### Instructions for the task
Working from the records below, repeat exactly the lines starting at the line that contains "const toPath = rows" and ending at the line that contains "function drawText(font, color, halo, rows, align", inclusive.

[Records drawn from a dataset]
########

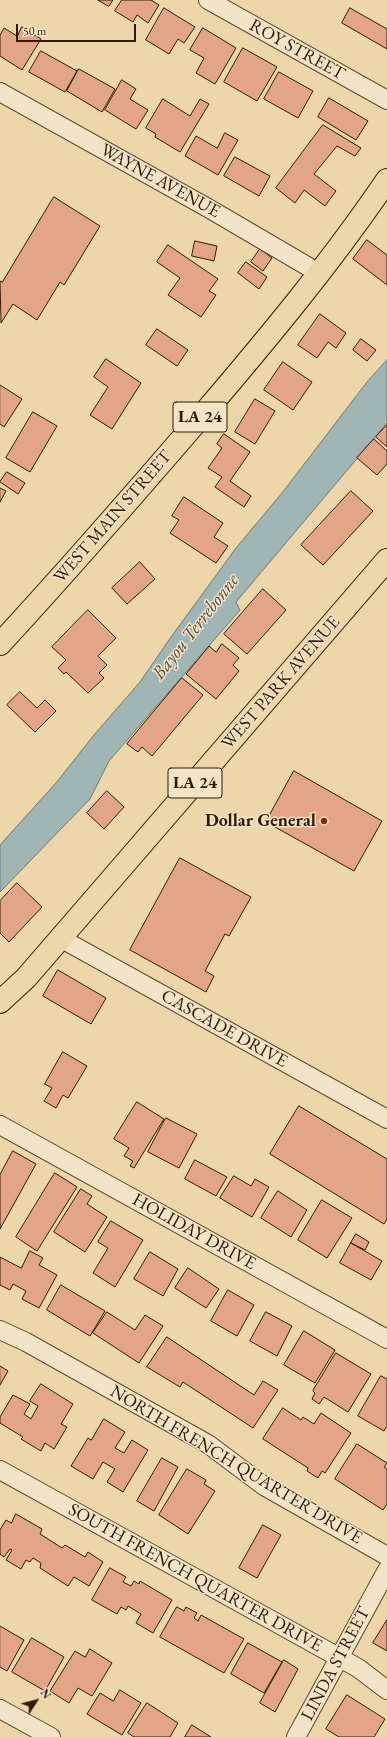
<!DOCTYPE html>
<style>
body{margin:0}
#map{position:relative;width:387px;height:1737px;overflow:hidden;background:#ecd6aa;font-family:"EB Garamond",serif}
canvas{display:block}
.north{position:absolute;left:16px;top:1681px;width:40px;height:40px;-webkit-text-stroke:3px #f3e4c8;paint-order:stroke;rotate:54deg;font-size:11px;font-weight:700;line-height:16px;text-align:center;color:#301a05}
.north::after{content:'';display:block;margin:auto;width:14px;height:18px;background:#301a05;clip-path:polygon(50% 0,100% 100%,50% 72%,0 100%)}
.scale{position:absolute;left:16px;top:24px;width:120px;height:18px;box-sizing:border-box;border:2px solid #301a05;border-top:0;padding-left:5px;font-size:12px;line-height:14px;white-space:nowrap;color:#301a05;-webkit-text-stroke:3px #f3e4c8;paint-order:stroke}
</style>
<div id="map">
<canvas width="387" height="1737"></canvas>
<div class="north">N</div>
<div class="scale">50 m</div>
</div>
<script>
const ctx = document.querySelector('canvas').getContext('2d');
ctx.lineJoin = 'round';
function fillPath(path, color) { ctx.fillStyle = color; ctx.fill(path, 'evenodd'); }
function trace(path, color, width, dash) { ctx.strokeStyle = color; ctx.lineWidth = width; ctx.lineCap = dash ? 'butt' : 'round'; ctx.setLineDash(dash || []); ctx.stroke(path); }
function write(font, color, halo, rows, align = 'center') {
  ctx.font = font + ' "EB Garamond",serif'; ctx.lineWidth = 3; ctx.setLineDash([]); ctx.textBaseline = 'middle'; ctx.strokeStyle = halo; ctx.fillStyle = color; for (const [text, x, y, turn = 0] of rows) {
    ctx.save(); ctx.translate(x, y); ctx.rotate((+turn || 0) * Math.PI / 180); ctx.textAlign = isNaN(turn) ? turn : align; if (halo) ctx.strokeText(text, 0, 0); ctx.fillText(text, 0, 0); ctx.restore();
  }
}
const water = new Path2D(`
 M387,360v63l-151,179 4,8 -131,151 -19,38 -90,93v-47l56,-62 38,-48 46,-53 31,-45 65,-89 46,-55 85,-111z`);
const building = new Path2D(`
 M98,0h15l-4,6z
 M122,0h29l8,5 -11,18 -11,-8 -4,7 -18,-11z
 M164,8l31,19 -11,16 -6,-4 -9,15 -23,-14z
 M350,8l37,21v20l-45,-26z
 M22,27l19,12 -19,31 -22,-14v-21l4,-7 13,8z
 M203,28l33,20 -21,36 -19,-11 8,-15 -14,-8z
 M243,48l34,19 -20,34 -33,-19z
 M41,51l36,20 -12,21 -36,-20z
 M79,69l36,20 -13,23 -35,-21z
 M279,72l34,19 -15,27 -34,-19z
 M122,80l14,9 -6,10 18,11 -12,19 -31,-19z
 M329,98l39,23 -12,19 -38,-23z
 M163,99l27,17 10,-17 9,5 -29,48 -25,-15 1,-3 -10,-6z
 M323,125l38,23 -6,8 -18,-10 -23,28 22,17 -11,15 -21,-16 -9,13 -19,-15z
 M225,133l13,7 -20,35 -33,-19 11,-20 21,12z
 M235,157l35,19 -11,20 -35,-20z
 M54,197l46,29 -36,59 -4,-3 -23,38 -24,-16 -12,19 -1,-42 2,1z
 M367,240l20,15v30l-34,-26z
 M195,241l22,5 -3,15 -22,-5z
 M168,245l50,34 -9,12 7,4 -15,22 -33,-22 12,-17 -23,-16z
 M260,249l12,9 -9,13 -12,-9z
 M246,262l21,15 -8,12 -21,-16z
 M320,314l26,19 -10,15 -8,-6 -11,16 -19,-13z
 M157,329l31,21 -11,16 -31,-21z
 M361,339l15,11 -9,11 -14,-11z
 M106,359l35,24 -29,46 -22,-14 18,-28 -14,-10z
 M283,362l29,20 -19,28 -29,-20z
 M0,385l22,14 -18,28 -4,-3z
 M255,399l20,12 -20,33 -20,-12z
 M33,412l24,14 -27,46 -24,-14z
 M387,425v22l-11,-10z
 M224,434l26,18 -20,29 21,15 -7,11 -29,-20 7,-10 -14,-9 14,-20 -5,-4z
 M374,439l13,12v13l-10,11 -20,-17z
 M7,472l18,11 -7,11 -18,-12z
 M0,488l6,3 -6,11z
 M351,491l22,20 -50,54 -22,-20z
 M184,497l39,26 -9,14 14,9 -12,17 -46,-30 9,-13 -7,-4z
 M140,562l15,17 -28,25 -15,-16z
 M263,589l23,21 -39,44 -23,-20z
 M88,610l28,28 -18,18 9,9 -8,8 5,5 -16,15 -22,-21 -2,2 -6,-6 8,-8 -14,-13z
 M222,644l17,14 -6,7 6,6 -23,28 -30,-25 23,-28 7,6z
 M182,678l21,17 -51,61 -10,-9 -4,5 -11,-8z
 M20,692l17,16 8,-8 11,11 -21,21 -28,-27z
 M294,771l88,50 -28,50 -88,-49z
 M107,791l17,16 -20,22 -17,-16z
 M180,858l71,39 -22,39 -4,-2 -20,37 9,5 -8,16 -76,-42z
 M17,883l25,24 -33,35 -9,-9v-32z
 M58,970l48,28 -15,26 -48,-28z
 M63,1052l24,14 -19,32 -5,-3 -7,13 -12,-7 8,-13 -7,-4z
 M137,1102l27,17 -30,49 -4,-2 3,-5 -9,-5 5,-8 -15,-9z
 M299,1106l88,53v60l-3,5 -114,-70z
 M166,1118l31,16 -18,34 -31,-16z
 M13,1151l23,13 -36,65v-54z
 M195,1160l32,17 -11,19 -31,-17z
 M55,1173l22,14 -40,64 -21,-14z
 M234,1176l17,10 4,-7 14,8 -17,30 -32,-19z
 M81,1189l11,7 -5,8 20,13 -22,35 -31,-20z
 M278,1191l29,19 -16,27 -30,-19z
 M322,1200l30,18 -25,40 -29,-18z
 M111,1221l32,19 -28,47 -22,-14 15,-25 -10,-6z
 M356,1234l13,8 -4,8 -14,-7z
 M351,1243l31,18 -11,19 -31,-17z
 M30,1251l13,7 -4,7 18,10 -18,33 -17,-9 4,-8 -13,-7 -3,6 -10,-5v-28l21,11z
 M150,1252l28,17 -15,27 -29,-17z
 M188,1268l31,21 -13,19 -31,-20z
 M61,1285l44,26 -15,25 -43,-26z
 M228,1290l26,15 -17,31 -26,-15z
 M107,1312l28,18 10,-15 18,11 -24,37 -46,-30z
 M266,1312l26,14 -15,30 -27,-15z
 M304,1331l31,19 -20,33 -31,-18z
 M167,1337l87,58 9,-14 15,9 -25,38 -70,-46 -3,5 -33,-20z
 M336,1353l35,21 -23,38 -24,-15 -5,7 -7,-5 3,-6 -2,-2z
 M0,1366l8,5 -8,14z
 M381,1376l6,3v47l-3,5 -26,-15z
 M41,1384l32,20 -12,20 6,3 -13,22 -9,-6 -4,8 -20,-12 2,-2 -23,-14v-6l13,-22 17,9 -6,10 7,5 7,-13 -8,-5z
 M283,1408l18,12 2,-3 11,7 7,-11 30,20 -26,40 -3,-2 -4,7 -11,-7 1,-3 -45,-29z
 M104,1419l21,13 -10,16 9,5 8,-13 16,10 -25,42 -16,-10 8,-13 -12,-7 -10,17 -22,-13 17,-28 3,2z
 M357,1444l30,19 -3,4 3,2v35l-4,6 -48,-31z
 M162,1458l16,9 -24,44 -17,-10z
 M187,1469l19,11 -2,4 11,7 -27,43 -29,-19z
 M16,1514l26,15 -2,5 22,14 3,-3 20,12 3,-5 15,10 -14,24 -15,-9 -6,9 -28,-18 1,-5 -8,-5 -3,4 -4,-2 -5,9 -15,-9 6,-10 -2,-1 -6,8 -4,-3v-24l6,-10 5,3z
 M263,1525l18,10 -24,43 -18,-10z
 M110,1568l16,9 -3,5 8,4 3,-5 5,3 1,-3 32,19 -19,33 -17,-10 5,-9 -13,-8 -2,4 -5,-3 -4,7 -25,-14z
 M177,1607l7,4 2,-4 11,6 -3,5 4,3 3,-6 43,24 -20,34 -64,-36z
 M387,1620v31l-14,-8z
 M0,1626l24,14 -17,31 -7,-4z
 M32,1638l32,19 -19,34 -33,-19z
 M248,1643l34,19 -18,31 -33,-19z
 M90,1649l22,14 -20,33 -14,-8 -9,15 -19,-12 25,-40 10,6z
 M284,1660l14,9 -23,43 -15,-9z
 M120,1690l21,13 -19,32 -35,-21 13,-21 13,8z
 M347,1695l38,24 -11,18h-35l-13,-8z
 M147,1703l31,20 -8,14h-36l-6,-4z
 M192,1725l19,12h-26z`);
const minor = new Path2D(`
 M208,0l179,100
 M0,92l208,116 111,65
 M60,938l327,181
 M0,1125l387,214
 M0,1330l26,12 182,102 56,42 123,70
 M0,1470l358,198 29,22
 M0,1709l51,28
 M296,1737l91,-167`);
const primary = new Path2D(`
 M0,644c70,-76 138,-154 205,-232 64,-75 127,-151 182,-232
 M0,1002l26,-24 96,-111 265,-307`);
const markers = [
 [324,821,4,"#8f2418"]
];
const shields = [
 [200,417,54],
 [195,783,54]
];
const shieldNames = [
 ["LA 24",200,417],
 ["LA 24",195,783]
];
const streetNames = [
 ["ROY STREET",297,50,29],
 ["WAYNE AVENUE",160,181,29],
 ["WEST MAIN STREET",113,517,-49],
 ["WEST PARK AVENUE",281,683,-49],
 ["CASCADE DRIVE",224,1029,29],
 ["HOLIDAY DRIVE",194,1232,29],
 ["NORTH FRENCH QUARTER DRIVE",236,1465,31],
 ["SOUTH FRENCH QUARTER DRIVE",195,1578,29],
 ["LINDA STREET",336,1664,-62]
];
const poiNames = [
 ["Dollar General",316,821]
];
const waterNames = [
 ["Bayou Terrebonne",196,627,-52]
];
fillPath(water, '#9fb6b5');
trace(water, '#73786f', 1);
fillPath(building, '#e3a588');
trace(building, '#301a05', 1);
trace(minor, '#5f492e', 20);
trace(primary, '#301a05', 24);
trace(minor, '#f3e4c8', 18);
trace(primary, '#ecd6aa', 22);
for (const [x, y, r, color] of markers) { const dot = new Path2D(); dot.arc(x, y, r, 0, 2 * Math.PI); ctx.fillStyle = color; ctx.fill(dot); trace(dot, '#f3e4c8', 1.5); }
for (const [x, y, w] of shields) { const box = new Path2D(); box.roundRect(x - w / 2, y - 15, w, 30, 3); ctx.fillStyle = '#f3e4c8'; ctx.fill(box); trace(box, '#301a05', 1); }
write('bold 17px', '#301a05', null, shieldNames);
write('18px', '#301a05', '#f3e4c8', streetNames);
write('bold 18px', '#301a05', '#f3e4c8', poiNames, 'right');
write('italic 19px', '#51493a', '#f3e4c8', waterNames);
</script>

########

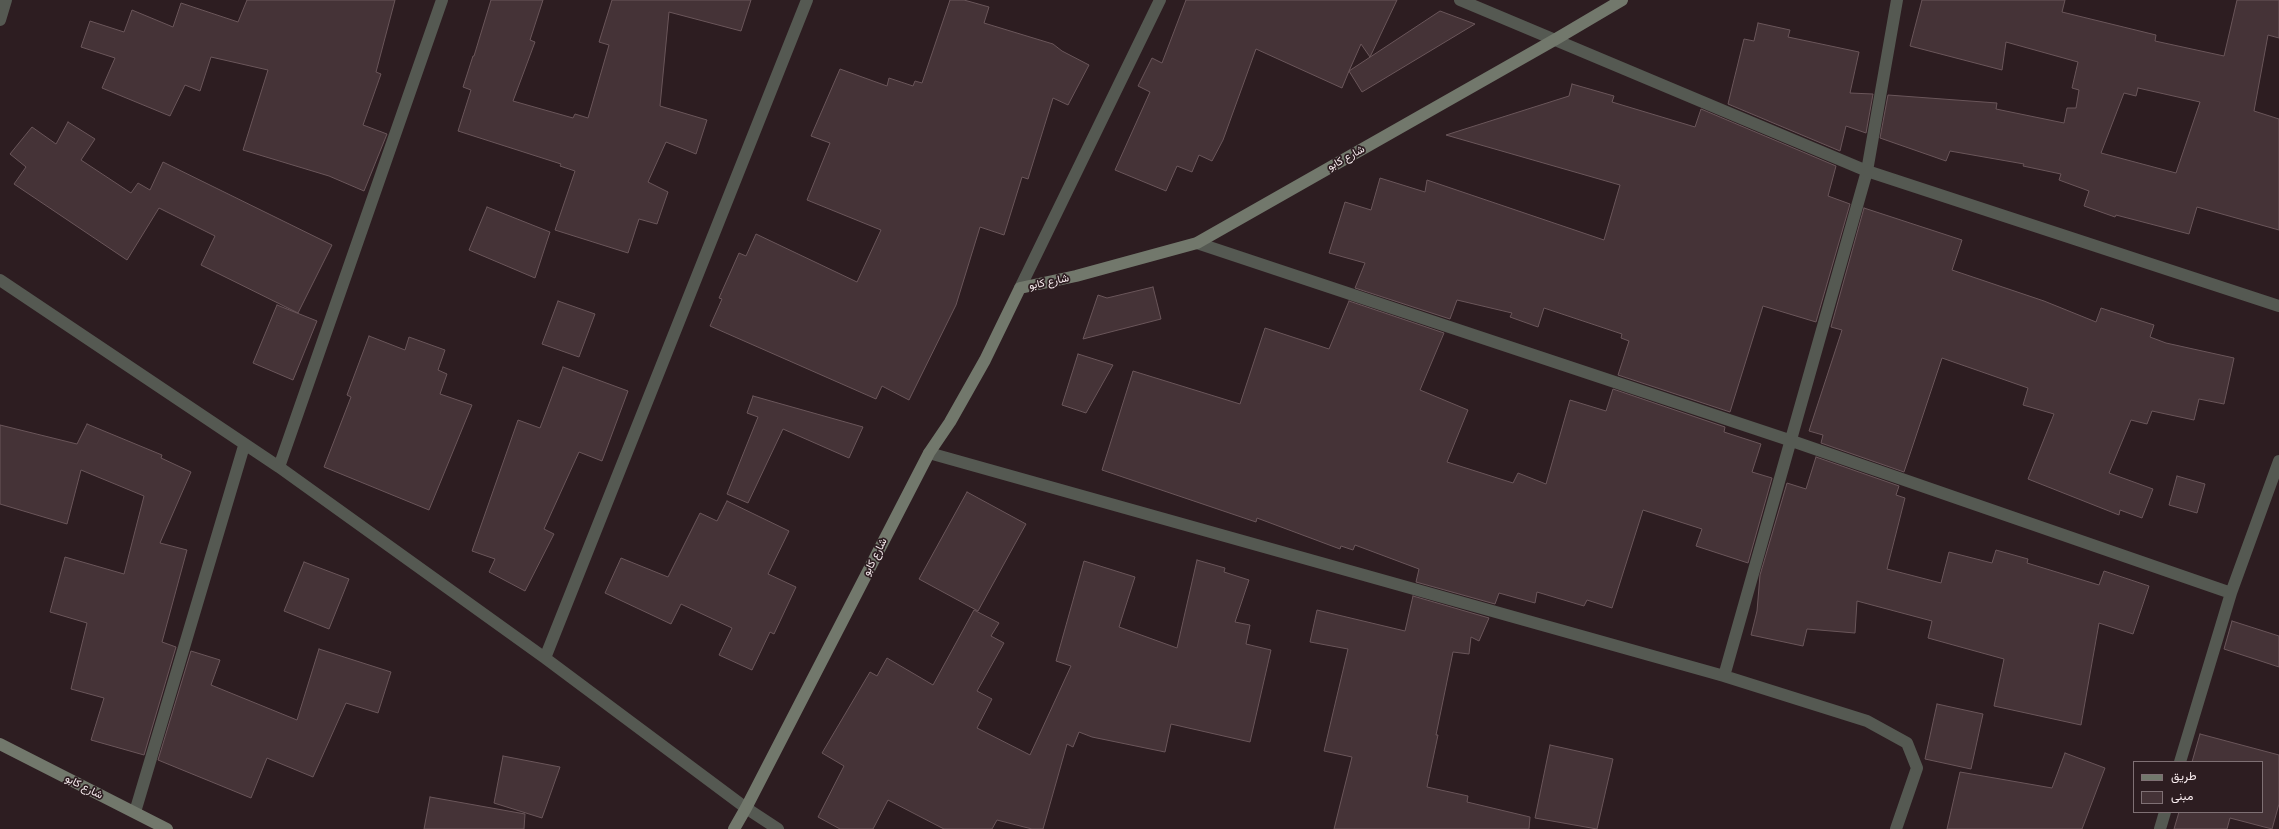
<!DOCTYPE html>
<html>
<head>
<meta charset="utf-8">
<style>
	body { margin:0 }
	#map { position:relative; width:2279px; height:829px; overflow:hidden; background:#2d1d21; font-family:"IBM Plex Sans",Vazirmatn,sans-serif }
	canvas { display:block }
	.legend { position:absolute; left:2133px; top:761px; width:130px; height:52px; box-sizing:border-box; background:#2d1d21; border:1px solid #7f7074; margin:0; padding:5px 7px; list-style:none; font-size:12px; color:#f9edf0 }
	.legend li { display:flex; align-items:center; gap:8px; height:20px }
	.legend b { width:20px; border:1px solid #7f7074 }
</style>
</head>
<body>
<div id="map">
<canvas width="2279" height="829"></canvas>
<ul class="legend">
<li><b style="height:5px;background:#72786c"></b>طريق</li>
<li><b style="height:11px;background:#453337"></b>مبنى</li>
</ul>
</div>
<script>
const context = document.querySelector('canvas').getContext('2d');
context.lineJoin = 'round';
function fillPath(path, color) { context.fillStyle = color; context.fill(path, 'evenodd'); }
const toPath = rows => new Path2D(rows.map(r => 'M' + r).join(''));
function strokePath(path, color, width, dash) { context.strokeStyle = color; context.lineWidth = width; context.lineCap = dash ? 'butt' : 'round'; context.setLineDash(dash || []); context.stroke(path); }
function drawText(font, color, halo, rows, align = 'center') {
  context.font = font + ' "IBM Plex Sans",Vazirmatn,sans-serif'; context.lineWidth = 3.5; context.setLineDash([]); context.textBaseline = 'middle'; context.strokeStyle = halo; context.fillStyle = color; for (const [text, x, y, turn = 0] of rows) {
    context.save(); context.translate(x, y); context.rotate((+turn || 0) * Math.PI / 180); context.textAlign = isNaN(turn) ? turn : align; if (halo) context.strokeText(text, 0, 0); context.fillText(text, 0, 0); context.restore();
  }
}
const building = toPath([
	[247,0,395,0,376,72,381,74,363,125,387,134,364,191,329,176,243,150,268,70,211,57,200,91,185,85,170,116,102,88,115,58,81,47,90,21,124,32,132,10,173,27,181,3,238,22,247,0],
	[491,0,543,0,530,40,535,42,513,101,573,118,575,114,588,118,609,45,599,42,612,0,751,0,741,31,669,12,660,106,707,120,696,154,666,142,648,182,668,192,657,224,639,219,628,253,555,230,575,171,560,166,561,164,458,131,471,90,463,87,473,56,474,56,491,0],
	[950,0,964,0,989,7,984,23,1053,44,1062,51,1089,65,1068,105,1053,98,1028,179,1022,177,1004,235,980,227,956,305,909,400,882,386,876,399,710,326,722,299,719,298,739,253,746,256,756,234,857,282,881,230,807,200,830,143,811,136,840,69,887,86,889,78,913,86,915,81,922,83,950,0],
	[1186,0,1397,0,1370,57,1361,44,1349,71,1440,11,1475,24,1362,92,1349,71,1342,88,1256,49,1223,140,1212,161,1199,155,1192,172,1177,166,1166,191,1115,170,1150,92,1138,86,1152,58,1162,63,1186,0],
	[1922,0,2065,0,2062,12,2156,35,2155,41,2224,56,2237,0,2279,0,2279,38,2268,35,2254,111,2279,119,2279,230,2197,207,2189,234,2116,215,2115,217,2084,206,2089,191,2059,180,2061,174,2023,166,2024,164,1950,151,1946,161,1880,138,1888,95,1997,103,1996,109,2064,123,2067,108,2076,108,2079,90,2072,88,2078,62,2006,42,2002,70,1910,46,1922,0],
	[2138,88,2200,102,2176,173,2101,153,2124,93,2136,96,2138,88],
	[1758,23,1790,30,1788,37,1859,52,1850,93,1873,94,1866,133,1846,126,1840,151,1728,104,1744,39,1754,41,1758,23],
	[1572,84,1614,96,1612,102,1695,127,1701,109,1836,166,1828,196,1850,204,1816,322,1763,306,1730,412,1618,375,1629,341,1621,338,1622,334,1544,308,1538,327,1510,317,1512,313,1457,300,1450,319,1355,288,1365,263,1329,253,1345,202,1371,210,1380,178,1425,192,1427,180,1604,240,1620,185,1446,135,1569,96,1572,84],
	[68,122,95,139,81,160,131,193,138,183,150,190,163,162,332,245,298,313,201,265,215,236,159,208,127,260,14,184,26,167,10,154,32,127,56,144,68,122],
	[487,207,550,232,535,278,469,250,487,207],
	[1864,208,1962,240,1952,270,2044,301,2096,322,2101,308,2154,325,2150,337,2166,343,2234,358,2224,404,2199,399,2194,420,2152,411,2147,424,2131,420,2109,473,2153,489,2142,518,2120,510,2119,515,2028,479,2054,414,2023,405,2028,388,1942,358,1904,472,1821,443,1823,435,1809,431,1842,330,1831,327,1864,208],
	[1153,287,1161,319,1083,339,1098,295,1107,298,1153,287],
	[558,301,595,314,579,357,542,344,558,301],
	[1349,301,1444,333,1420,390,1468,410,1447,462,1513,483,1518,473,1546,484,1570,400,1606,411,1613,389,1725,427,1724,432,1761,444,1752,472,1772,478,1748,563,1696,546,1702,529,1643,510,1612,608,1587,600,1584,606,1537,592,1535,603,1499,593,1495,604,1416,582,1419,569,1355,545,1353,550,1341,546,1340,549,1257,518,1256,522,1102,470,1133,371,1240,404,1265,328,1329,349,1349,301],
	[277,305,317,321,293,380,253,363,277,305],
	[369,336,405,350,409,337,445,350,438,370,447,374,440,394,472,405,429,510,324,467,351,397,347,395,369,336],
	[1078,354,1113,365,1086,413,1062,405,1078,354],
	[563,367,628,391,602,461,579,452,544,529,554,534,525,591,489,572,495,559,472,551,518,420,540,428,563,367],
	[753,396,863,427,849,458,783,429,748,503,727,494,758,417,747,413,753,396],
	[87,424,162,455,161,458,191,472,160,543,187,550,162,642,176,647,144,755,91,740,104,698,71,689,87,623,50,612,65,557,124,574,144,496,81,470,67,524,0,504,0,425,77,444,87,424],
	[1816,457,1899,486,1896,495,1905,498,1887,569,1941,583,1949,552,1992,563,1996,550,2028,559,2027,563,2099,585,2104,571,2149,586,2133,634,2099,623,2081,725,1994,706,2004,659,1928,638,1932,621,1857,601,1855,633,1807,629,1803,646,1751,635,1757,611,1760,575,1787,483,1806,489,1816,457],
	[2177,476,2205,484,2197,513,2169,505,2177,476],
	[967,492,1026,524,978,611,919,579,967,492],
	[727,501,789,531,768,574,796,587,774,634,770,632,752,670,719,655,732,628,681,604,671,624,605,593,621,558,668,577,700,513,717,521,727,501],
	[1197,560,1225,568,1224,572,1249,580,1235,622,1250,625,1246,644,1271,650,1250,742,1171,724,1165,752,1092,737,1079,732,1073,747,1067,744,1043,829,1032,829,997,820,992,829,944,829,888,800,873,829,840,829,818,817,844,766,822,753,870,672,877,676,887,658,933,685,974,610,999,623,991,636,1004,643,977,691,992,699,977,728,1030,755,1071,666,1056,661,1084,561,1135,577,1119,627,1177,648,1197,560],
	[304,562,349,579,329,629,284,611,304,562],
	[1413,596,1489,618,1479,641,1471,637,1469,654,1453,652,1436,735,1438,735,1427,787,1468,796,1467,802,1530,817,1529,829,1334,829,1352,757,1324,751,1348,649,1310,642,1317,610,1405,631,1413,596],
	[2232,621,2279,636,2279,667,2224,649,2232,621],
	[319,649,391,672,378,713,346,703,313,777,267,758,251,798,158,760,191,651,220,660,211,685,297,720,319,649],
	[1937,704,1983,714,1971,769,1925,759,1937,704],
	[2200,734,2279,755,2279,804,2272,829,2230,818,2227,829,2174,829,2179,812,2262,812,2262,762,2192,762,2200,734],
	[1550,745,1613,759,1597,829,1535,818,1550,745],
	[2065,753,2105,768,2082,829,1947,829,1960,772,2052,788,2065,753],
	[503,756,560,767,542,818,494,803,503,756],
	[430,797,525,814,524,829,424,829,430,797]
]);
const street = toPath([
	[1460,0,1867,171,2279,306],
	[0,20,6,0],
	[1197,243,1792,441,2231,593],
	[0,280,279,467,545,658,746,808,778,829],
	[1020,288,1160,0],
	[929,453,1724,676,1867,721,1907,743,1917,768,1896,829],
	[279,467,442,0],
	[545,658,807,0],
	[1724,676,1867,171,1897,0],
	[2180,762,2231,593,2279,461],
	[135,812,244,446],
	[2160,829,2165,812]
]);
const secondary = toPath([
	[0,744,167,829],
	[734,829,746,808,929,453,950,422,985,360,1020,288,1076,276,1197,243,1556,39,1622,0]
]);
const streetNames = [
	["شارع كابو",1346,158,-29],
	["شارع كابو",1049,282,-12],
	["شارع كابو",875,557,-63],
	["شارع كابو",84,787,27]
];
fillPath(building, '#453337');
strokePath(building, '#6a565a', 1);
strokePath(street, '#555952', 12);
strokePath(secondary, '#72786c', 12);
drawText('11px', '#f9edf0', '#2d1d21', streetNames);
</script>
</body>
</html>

########

### Written reply
const toPath = rows => new Path2D(rows.map(r => 'M' + r).join(''));
function strokePath(path, color, width, dash) { context.strokeStyle = color; context.lineWidth = width; context.lineCap = dash ? 'butt' : 'round'; context.setLineDash(dash || []); context.stroke(path); }
function drawText(font, color, halo, rows, align = 'center') {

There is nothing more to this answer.